How many lines below contain the string "above"? Reply with the figure and no further words.

### Source material

▬▬▬

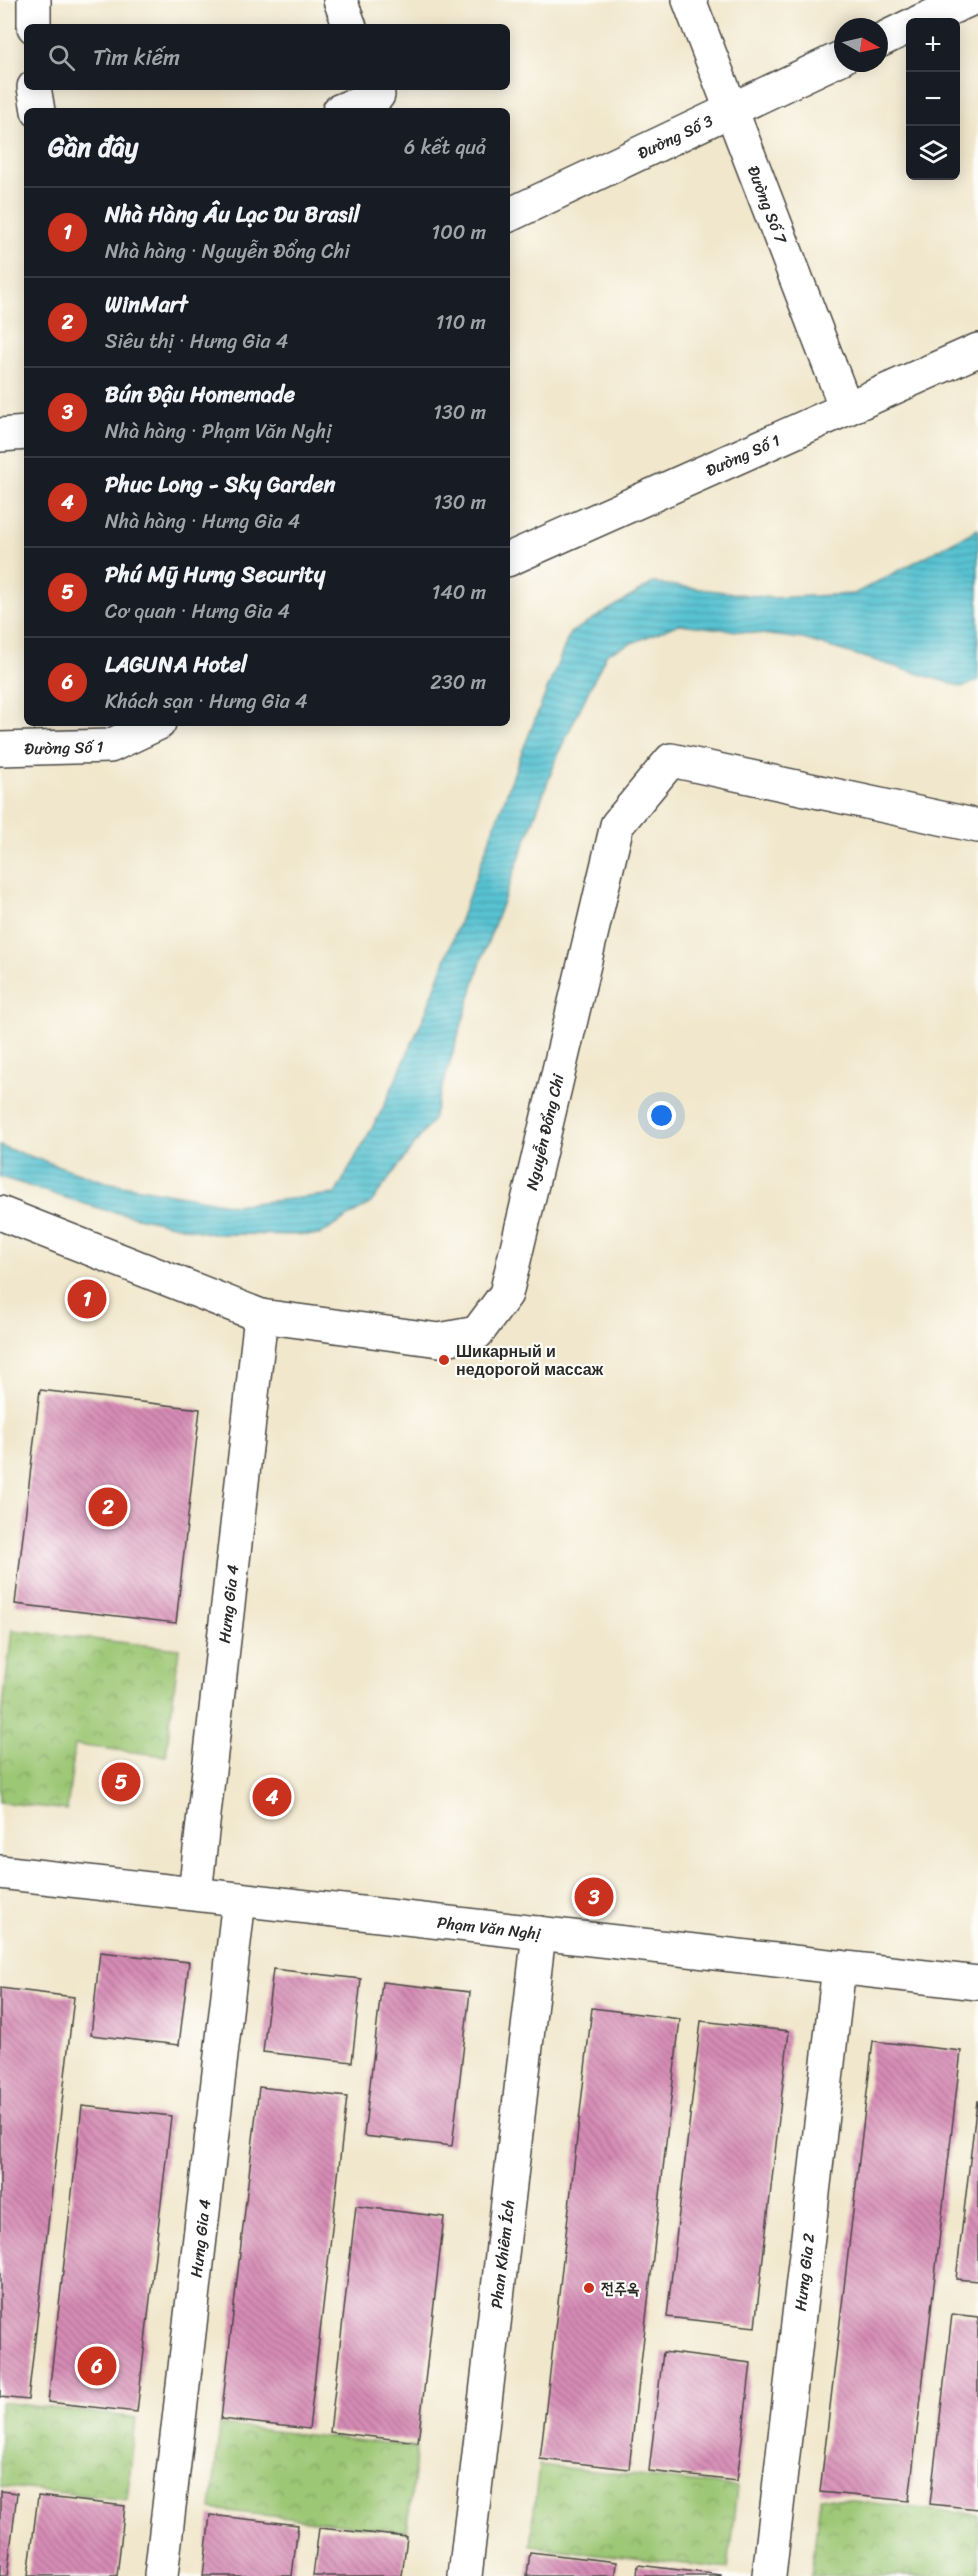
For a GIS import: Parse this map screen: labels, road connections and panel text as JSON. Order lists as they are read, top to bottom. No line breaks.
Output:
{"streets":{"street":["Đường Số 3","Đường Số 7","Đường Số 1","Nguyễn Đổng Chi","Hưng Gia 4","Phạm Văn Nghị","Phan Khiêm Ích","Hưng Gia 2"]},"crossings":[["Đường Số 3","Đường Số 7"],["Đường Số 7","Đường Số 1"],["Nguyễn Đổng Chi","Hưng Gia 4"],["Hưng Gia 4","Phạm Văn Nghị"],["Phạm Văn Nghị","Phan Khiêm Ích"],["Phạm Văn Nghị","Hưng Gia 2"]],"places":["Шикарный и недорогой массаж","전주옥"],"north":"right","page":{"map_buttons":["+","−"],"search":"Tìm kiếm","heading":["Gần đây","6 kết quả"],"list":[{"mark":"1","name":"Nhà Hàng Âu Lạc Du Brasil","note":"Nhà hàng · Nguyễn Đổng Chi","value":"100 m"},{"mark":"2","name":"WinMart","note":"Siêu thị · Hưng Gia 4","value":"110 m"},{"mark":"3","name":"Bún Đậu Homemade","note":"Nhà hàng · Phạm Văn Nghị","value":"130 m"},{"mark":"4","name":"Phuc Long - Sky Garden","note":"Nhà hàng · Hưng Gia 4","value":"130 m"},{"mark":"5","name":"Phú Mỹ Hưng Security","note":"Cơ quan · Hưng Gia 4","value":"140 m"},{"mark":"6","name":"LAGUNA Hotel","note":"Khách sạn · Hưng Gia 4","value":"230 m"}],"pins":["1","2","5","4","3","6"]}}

▬▬▬

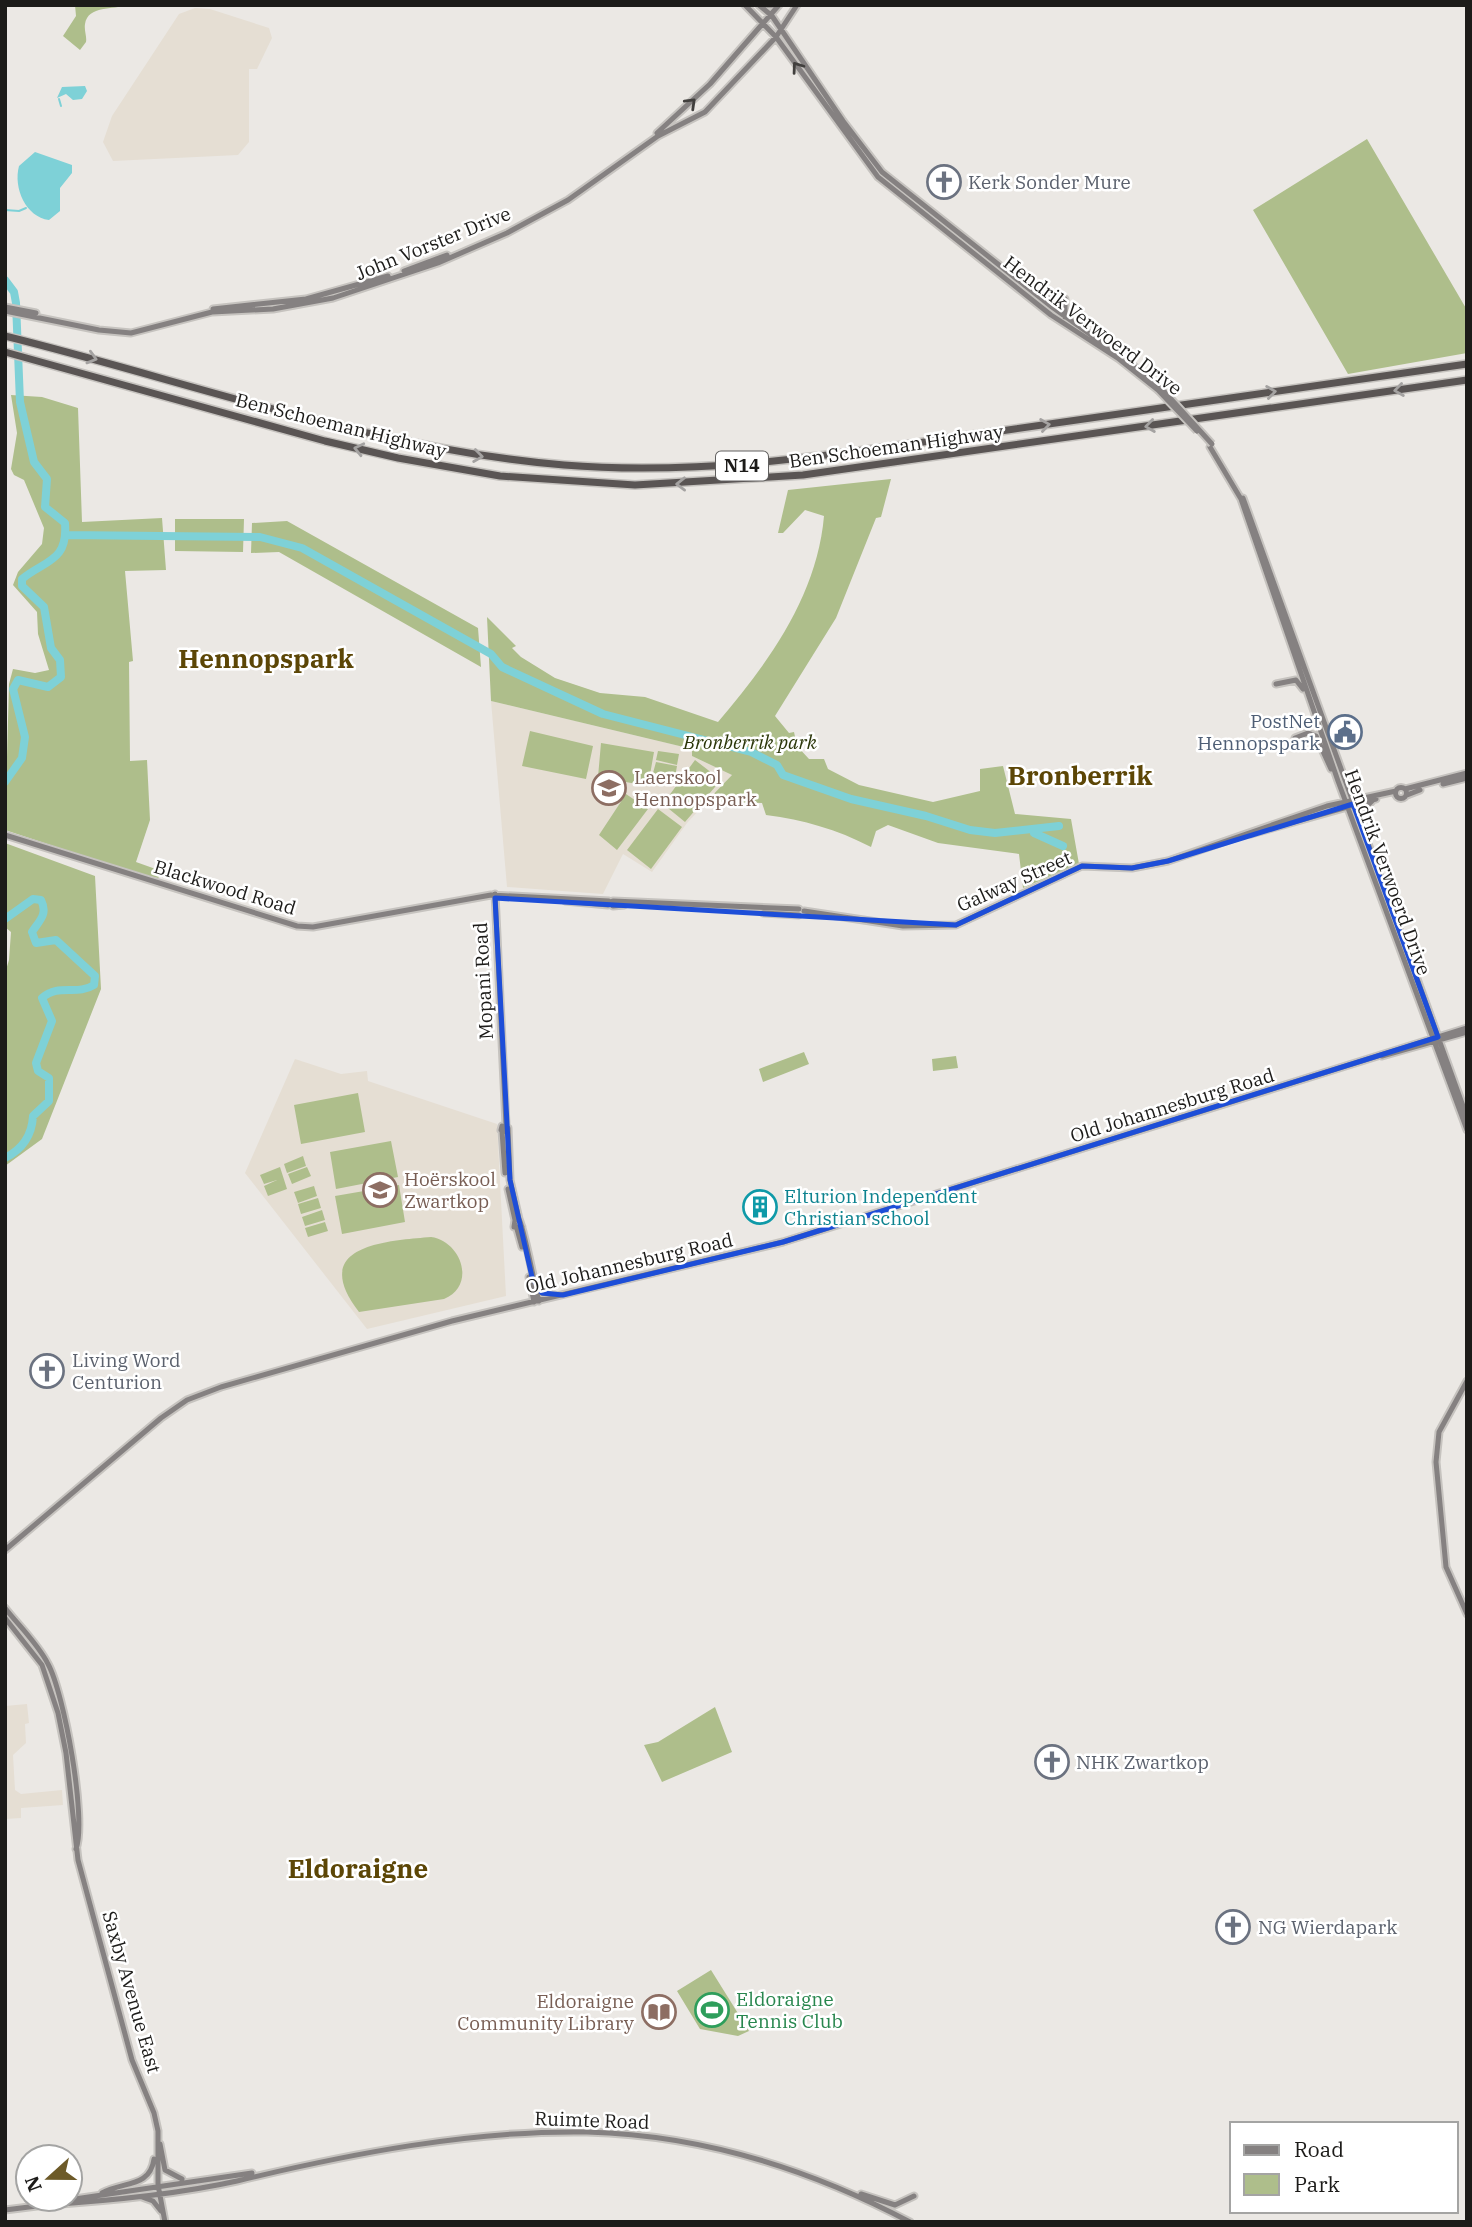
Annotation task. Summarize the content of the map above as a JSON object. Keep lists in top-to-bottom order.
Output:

▬▬▬

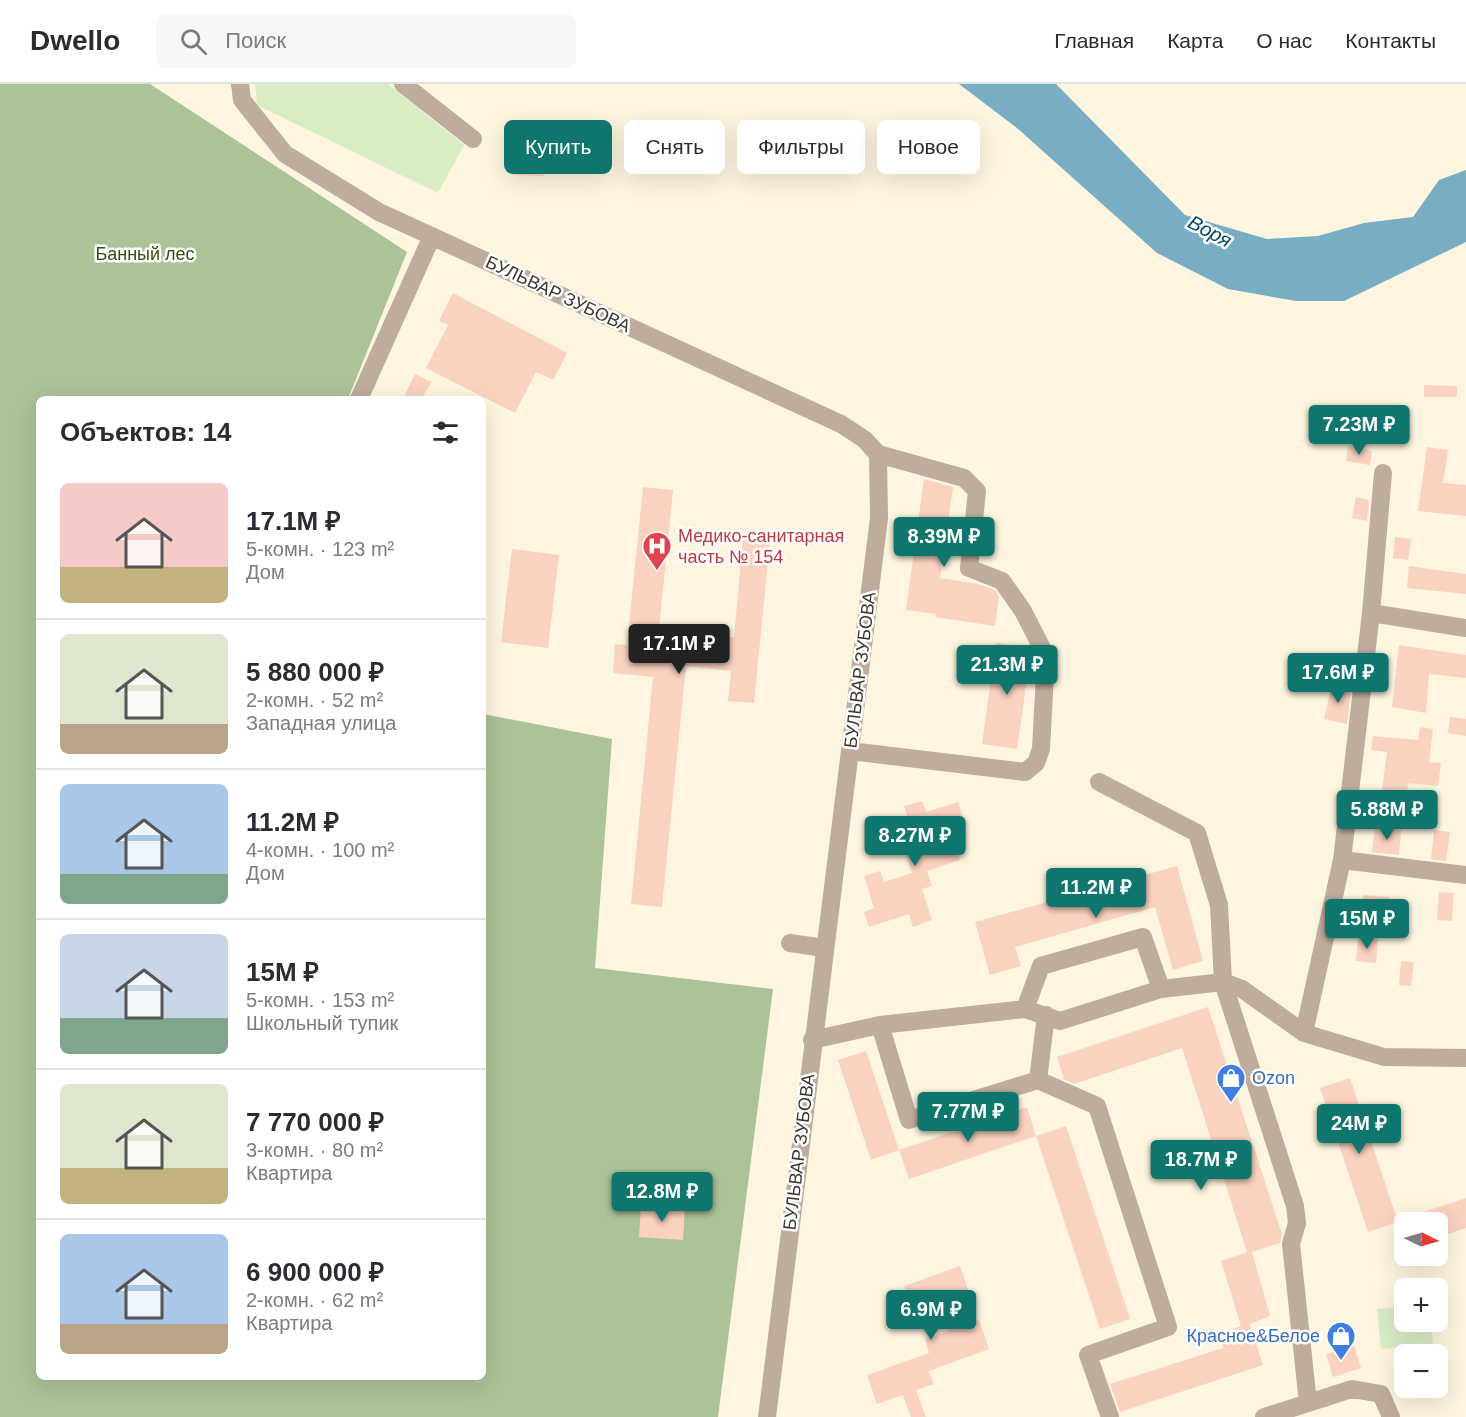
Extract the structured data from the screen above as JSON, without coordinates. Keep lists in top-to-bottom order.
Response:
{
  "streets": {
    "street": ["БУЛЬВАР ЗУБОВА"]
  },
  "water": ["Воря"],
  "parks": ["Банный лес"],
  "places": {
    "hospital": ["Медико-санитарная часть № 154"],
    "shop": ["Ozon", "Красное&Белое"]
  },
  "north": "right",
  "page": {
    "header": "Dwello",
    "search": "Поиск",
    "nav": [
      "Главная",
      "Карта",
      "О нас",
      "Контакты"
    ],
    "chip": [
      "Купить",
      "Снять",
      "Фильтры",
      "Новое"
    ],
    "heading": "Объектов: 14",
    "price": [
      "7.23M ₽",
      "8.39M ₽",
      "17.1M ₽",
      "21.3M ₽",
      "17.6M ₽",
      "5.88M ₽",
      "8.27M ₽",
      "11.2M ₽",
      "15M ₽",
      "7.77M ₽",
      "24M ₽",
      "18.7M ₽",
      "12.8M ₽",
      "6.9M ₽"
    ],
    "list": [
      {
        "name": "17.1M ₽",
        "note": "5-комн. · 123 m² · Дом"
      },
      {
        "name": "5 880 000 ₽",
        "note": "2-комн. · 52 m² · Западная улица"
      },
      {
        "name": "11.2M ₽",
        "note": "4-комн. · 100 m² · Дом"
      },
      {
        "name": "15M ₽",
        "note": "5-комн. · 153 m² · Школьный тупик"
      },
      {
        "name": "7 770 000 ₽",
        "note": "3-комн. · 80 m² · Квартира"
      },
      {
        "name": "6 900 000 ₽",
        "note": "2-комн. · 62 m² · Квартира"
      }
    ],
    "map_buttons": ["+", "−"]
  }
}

▬▬▬

### Exercise answer
2